■ Exercise prompt
Beginning with the line that contains "c.font = font + ' Cardo,serif';" in the material below, print each line exactly until the line that contains "M843 10 851" has been printed, then stop.
[Opening Data to examine section]
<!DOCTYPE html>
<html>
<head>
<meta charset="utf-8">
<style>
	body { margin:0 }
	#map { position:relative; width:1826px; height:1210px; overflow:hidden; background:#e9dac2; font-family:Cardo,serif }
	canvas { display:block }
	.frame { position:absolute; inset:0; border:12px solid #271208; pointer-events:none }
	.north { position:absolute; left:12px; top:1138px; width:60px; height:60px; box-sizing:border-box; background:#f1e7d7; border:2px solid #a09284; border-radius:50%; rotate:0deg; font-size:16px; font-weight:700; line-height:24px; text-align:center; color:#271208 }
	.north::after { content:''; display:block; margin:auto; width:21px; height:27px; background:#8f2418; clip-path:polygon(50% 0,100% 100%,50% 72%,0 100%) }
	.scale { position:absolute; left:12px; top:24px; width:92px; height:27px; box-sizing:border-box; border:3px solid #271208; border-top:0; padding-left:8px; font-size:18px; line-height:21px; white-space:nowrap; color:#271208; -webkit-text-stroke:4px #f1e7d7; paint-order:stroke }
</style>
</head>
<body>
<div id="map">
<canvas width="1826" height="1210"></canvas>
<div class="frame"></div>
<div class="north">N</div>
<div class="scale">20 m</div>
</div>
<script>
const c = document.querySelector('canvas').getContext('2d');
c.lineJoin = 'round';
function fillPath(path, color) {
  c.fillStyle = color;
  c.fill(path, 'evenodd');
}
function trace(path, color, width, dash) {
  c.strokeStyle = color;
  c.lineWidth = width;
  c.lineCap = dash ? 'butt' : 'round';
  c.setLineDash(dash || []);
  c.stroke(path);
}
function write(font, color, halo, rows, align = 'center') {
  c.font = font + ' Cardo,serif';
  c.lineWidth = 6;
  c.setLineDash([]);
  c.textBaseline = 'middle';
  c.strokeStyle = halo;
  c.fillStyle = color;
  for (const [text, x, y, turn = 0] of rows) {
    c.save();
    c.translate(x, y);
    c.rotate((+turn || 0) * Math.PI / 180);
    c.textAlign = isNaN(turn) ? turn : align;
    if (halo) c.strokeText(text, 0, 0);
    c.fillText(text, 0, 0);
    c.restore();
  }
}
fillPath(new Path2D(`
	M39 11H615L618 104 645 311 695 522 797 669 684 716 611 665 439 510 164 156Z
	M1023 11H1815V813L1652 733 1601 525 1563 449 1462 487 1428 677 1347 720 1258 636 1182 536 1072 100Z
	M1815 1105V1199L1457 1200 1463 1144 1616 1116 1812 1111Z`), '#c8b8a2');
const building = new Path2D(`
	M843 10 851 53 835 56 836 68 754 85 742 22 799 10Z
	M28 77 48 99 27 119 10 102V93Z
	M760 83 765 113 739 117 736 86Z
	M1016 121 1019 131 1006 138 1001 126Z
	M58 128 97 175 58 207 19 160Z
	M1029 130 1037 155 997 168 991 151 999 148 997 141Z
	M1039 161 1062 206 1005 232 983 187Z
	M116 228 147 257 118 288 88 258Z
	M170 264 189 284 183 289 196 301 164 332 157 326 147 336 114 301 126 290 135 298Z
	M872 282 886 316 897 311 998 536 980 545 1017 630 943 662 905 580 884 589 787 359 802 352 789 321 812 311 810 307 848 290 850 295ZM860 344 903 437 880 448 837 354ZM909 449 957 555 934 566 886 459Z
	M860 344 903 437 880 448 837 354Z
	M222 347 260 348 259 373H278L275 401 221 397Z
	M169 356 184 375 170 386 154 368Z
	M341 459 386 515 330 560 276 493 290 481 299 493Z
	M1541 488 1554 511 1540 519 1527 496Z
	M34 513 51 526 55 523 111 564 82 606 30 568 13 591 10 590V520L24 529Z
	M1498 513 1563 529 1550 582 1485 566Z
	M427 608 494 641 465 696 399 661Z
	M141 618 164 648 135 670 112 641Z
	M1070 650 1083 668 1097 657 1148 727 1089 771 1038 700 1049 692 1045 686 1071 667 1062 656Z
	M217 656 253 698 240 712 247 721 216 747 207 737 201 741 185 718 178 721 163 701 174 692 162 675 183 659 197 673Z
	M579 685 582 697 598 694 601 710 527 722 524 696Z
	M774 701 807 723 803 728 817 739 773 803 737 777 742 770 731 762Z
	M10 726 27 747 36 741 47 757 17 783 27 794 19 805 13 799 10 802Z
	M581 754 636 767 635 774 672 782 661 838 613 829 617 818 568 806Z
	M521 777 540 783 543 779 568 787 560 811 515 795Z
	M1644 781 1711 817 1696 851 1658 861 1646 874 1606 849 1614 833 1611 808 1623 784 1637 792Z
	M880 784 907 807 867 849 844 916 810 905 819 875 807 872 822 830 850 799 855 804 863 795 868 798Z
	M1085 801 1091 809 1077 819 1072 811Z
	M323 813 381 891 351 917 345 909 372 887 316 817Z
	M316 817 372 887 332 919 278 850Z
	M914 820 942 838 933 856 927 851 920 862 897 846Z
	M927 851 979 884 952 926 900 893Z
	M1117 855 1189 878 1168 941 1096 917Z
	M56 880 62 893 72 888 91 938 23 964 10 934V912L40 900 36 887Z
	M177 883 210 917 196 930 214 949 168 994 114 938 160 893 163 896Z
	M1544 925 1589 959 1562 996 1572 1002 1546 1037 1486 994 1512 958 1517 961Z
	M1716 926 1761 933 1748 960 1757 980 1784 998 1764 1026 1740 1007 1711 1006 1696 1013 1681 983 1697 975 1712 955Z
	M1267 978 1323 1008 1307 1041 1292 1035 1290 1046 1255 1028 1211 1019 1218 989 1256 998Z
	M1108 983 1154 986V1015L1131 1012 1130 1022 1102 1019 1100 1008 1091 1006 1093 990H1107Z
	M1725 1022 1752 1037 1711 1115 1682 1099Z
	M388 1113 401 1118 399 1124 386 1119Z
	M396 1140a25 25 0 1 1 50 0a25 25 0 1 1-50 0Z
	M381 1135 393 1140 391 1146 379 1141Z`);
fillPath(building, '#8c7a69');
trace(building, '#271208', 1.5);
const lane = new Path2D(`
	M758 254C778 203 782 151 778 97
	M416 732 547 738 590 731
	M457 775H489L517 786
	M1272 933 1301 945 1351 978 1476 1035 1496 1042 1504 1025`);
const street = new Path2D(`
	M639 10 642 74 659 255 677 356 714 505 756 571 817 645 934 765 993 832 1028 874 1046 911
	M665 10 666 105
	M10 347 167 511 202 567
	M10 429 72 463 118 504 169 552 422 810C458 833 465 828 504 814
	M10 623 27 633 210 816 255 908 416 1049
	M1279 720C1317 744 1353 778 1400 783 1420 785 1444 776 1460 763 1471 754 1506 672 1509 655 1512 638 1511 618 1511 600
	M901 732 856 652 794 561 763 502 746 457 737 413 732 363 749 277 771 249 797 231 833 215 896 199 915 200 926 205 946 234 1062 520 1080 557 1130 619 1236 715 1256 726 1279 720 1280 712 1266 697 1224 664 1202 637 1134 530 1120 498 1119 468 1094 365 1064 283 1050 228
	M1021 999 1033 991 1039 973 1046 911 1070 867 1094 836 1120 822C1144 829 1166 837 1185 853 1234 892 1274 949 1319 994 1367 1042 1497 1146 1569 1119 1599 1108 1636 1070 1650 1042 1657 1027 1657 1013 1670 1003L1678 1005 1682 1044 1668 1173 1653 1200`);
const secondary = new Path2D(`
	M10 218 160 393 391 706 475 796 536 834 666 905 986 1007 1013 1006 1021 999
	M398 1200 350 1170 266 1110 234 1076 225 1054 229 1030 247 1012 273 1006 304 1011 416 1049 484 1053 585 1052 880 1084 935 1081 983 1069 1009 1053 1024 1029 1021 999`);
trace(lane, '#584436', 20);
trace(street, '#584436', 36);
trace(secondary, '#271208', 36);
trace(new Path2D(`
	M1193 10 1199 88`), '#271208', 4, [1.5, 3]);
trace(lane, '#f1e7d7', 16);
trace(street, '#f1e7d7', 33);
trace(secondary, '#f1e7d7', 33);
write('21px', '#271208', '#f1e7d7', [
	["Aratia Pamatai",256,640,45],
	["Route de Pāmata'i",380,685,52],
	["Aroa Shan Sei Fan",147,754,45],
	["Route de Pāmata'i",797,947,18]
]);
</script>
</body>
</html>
[Closing Data to examine section]
[Opening Data to examine section]
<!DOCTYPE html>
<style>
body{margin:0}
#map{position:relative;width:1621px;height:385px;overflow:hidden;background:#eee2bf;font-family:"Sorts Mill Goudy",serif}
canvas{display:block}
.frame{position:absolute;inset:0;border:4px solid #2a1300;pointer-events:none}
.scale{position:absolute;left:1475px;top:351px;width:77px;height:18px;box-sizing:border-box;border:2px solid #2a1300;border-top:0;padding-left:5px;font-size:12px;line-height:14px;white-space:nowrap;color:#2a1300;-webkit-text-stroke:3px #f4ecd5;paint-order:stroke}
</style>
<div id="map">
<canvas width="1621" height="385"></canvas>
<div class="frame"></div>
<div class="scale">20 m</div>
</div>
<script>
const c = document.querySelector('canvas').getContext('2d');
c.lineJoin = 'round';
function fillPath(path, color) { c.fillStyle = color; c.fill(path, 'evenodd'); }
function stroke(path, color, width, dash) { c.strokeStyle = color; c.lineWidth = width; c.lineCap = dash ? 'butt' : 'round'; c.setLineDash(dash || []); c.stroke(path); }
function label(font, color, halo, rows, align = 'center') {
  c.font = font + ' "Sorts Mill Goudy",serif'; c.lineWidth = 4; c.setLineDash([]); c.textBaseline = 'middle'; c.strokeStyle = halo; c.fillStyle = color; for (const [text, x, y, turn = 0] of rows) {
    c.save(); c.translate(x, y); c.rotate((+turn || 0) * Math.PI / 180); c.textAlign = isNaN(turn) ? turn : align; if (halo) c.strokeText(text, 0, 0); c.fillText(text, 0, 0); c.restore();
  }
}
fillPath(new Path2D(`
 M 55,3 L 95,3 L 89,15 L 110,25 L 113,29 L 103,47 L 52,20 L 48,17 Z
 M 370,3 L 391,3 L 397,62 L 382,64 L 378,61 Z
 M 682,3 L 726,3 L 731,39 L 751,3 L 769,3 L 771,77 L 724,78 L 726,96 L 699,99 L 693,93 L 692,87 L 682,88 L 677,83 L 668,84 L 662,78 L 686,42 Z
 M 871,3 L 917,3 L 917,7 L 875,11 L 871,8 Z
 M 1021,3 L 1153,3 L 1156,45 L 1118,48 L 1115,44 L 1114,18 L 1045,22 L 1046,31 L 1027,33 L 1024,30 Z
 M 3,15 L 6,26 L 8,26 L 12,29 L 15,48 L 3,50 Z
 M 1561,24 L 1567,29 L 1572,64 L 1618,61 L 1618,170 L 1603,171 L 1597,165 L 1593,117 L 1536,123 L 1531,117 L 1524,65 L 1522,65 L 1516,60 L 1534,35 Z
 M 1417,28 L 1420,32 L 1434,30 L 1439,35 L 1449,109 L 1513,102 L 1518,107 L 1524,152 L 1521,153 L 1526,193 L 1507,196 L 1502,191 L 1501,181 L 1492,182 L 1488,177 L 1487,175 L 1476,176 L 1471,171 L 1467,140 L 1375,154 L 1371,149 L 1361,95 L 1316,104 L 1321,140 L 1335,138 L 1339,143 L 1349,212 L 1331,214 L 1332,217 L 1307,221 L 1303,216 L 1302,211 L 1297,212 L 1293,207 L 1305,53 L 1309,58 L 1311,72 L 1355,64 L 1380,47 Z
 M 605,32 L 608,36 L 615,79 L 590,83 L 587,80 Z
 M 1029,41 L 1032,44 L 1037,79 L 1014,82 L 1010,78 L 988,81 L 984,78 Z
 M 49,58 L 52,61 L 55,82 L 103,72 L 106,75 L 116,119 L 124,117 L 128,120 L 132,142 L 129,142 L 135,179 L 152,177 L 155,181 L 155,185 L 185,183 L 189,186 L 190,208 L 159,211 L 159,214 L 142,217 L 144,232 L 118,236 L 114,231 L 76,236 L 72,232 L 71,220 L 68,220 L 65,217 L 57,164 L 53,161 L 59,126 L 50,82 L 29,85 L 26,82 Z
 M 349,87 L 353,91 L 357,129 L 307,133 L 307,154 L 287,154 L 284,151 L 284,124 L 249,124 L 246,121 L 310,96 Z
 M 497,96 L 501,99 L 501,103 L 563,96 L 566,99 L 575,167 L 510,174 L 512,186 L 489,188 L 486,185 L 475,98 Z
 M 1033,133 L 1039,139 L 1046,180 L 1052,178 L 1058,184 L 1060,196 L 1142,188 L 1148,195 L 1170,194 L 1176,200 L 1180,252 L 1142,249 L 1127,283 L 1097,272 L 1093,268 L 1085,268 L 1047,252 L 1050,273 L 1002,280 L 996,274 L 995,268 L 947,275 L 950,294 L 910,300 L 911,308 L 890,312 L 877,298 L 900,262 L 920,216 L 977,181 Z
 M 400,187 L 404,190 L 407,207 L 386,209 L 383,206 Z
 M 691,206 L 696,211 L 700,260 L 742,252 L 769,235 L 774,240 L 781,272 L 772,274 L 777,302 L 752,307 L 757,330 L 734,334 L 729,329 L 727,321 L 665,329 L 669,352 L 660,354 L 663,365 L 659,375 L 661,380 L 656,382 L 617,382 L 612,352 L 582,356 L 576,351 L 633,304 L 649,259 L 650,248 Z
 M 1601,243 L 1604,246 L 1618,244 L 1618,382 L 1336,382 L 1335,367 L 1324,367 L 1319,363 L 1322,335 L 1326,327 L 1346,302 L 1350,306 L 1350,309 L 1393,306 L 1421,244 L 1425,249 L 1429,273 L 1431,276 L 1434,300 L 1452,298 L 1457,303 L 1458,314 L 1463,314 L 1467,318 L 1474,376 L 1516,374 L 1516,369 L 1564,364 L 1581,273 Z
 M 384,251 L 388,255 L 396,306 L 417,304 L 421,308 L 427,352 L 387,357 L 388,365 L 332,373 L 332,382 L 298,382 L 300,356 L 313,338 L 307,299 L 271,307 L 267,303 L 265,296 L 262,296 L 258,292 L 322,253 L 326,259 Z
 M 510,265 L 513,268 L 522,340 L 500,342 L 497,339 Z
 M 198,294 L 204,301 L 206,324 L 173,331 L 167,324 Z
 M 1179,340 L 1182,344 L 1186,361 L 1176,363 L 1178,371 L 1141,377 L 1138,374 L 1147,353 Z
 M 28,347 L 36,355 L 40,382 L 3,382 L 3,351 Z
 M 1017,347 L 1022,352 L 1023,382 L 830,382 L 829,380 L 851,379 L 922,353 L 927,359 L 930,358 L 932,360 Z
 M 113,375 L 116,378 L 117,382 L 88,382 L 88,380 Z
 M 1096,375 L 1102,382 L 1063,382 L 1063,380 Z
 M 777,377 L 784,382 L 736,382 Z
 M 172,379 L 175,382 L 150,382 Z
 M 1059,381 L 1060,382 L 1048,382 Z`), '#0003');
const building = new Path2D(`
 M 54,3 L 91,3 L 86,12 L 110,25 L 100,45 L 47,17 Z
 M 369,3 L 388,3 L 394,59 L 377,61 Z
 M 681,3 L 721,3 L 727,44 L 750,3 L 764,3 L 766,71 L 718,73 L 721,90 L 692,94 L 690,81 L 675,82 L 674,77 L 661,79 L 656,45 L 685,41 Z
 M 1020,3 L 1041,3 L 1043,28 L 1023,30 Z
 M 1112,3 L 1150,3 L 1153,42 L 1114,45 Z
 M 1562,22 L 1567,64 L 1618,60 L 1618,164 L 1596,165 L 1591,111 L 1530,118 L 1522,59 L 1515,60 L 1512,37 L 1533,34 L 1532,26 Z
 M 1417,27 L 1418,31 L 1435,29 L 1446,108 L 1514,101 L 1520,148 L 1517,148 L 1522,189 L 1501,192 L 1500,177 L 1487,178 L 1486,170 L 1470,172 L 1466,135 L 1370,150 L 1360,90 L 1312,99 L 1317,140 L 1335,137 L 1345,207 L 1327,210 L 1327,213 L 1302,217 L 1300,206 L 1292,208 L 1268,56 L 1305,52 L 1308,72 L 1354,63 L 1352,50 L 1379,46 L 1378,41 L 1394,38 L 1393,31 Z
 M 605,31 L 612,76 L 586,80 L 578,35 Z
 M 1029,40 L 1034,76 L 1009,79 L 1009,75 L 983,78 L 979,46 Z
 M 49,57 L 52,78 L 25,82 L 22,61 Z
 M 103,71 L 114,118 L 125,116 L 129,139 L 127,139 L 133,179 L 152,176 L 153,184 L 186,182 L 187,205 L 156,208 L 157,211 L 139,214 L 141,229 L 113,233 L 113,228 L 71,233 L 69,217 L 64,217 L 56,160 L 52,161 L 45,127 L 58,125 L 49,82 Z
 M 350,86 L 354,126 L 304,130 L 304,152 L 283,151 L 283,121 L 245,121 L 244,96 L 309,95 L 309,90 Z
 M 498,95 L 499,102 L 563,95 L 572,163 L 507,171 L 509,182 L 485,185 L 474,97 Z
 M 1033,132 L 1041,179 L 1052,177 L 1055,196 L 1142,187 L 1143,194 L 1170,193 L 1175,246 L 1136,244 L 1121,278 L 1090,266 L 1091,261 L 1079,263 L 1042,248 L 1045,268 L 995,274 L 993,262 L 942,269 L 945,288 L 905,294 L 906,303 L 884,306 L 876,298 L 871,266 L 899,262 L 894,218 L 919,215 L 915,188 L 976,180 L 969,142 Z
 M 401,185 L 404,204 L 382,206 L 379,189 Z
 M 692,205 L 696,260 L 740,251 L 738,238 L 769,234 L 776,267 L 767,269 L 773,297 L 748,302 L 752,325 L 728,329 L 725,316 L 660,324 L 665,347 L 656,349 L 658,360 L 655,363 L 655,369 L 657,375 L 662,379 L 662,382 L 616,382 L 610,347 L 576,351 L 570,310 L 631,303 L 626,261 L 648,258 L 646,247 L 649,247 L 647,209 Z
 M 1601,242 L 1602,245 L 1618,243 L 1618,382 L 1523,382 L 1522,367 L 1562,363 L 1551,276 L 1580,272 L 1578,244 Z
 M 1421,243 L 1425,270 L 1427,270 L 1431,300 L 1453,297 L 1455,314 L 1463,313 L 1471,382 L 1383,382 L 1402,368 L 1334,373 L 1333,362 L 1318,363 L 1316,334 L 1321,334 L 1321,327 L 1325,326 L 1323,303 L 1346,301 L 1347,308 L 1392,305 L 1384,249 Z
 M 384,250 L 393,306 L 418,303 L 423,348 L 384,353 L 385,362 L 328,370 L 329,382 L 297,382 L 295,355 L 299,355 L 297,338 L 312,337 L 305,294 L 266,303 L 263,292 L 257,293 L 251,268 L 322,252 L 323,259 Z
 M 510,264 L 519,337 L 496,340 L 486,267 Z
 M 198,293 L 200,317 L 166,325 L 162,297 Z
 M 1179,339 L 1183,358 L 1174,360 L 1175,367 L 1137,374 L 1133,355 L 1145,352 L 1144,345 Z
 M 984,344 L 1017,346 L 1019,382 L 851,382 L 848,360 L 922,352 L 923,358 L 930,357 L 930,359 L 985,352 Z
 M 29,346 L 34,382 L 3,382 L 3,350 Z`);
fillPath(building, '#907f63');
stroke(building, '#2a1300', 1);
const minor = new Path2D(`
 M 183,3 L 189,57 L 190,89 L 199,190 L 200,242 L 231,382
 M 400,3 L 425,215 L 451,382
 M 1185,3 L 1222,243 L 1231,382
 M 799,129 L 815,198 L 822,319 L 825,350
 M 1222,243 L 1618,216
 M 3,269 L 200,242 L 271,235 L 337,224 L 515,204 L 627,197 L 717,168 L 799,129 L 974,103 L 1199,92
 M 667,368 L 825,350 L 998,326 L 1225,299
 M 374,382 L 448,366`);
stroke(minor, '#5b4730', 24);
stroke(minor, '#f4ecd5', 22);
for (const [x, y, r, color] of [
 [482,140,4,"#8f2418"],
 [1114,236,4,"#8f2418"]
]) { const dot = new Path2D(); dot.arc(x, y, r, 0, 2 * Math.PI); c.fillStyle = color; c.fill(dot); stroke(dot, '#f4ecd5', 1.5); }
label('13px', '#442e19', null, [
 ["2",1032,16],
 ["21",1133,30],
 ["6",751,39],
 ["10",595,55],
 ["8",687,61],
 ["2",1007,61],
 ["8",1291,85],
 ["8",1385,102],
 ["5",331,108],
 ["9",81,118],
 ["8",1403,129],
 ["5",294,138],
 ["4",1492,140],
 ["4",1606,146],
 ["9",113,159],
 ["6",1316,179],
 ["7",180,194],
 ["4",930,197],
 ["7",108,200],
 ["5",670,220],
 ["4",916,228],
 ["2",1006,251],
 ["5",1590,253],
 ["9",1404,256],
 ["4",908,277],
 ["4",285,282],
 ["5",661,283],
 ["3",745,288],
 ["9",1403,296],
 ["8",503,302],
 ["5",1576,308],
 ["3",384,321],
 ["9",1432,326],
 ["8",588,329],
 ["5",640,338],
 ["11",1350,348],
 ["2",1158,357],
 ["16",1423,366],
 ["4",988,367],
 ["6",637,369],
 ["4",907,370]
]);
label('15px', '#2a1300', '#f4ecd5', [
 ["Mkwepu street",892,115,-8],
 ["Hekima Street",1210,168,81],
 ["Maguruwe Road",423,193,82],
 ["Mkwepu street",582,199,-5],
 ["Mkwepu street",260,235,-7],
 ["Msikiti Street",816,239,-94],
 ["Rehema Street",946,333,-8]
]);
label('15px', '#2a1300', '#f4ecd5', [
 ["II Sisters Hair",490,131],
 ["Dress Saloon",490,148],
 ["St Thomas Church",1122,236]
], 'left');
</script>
[Closing Data to examine section]
■ Result of the task
  c.font = font + ' Cardo,serif';
  c.lineWidth = 6;
  c.setLineDash([]);
  c.textBaseline = 'middle';
  c.strokeStyle = halo;
  c.fillStyle = color;
  for (const [text, x, y, turn = 0] of rows) {
    c.save();
    c.translate(x, y);
    c.rotate((+turn || 0) * Math.PI / 180);
    c.textAlign = isNaN(turn) ? turn : align;
    if (halo) c.strokeText(text, 0, 0);
    c.fillText(text, 0, 0);
    c.restore();
  }
}
fillPath(new Path2D(`
	M39 11H615L618 104 645 311 695 522 797 669 684 716 611 665 439 510 164 156Z
	M1023 11H1815V813L1652 733 1601 525 1563 449 1462 487 1428 677 1347 720 1258 636 1182 536 1072 100Z
	M1815 1105V1199L1457 1200 1463 1144 1616 1116 1812 1111Z`), '#c8b8a2');
const building = new Path2D(`
	M843 10 851 53 835 56 836 68 754 85 742 22 799 10Z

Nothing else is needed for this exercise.